Play with OpenFace 2.0 - tammyyang/simdat GitHub Wiki
What is OpenFace?
What are the differences in OpenFace 2.0?
- More details see blog post here
- The improved accuracy goes from 76.1% to 92.9%
Why customization?
- The OpenFace API handles face alignment, crop, representation and classification/comparison in one go.
- However, these steps can be better isolated to be more efficient.
- The openface in simdat allows you to calculate the representations for face images and save them in a json db.
- Several json dbs can be used together as a representation database which makes classification/comparison more easily.
Major Dependencies
- CUDA (optional)
- docker (optional)
- dlib
- OpenCV
- scikit-learn, scikit-image
- torch
Dockerfile
To make life easier, it is recommended to use docker for OpenFace. The customized Dockerfile can be found here, the only difference is the CUDA/GPU support.
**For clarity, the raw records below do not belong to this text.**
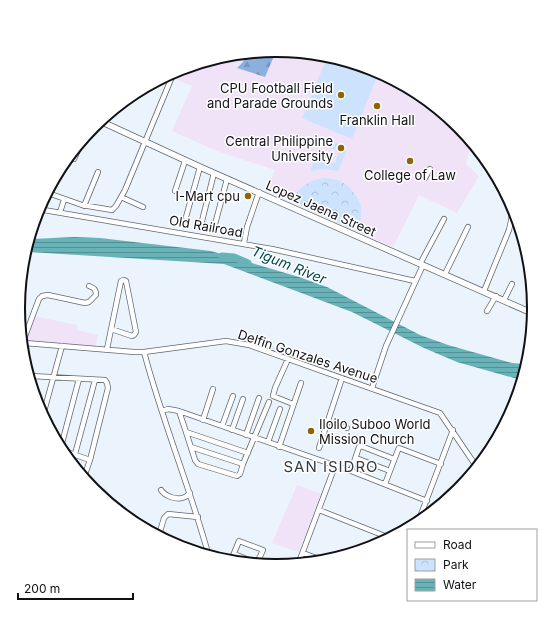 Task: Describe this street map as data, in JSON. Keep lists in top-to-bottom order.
{
  "streets": {
    "main road": ["Lopez Jaena Street"],
    "street": ["Old Railroad", "Delfin Gonzales Avenue"]
  },
  "districts": ["SAN ISIDRO"],
  "water": ["Tigum River"],
  "places": [
    "CPU Football Field and Parade Grounds",
    "Franklin Hall",
    "Central Philippine University",
    "College of Law",
    "I-Mart cpu",
    "Iloilo Suboo World Mission Church"
  ],
  "legend": ["Road", "Park", "Water"],
  "scale_bar": "200 m"
} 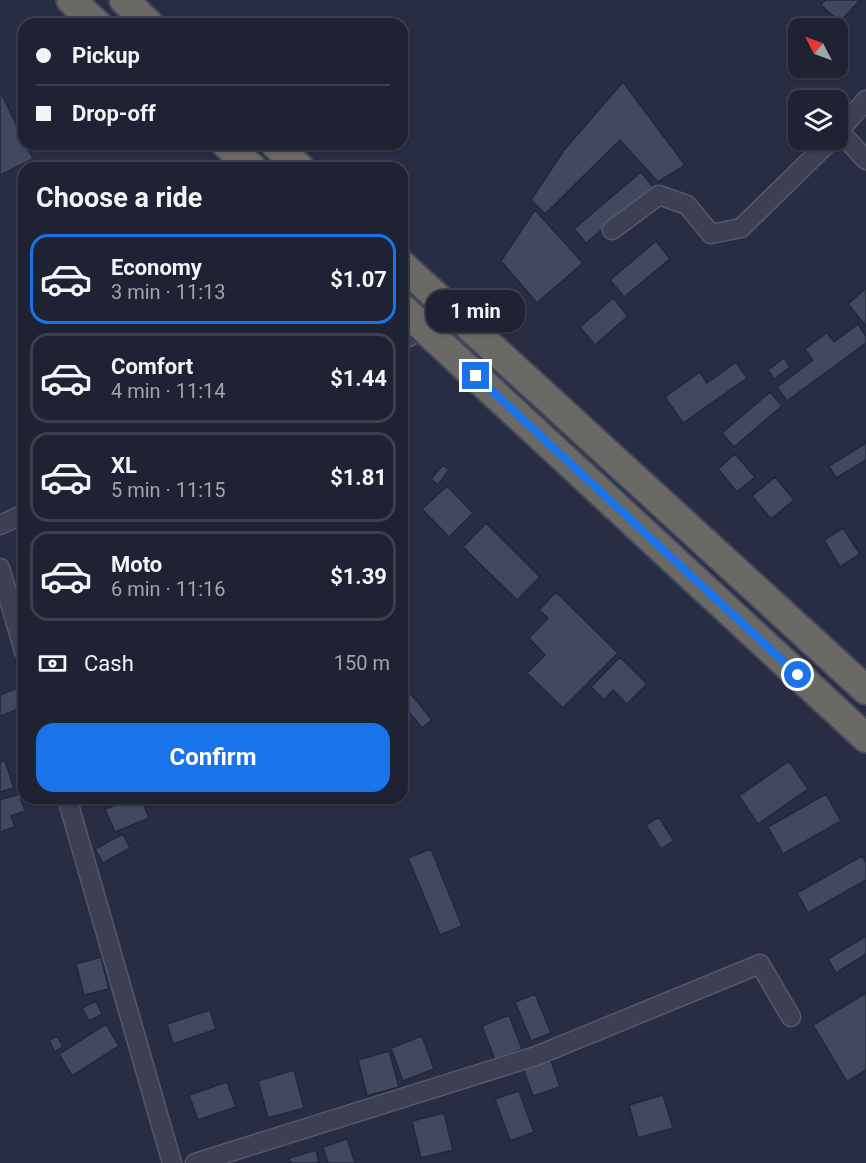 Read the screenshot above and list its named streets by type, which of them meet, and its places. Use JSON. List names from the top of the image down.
{
  "north": "top left",
  "page": {
    "banner": ["Pickup", "Drop-off"],
    "heading": "Choose a ride",
    "list": [
      {
        "name": "Economy",
        "note": "3 min · 11:13",
        "value": "$1.07"
      },
      {
        "name": "Comfort",
        "note": "4 min · 11:14",
        "value": "$1.44"
      },
      {
        "name": "XL",
        "note": "5 min · 11:15",
        "value": "$1.81"
      },
      {
        "name": "Moto",
        "note": "6 min · 11:16",
        "value": "$1.39"
      }
    ],
    "bubble": "1 min",
    "pay": ["Cash", "150 m"],
    "buttons": "Confirm"
  }
}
Follow the instruction of nvidia-docker to launch your container with CUDA support. The following steps are based on the assumption that you use docker built from the cudnn-openface Dockerfile.
Setup
Some steps are required before using simdat and openface.
- Edit ~/.bashrc and set PYTHONPATH properly by adding the following line
export PYTHONPATH=${UPPER_DIR_OF_simdat}:${SOURCE_OF_openface}:$PYTHONPATH
For example, assuming simdat and openface are both in ~/SOURCES,
UPPER_DIR_OF_simdat=~/SOURCES
SOURCE_OF_openface=~/SOURCES/openface
- Copy matplotlibrc
#cp $SOURCE_OF_simdat/core/matplotlibrc ~/.config/matplotlib/
That's all!
Calculate representations
It is recommended you calculate representations of ALL face images. You may think this step as a process to create a local database for your images.
- Go to the directory which includes face images
- Call
simdat.openface.oftools.OpenFace.get_reps
. You can find examples insimdat/examples/openface_demo.py
- Results will be saved in result.json with each image data converted into a dictionary. The key is the md5sum of the image and the class of the image is automatically decided by the base of the image path.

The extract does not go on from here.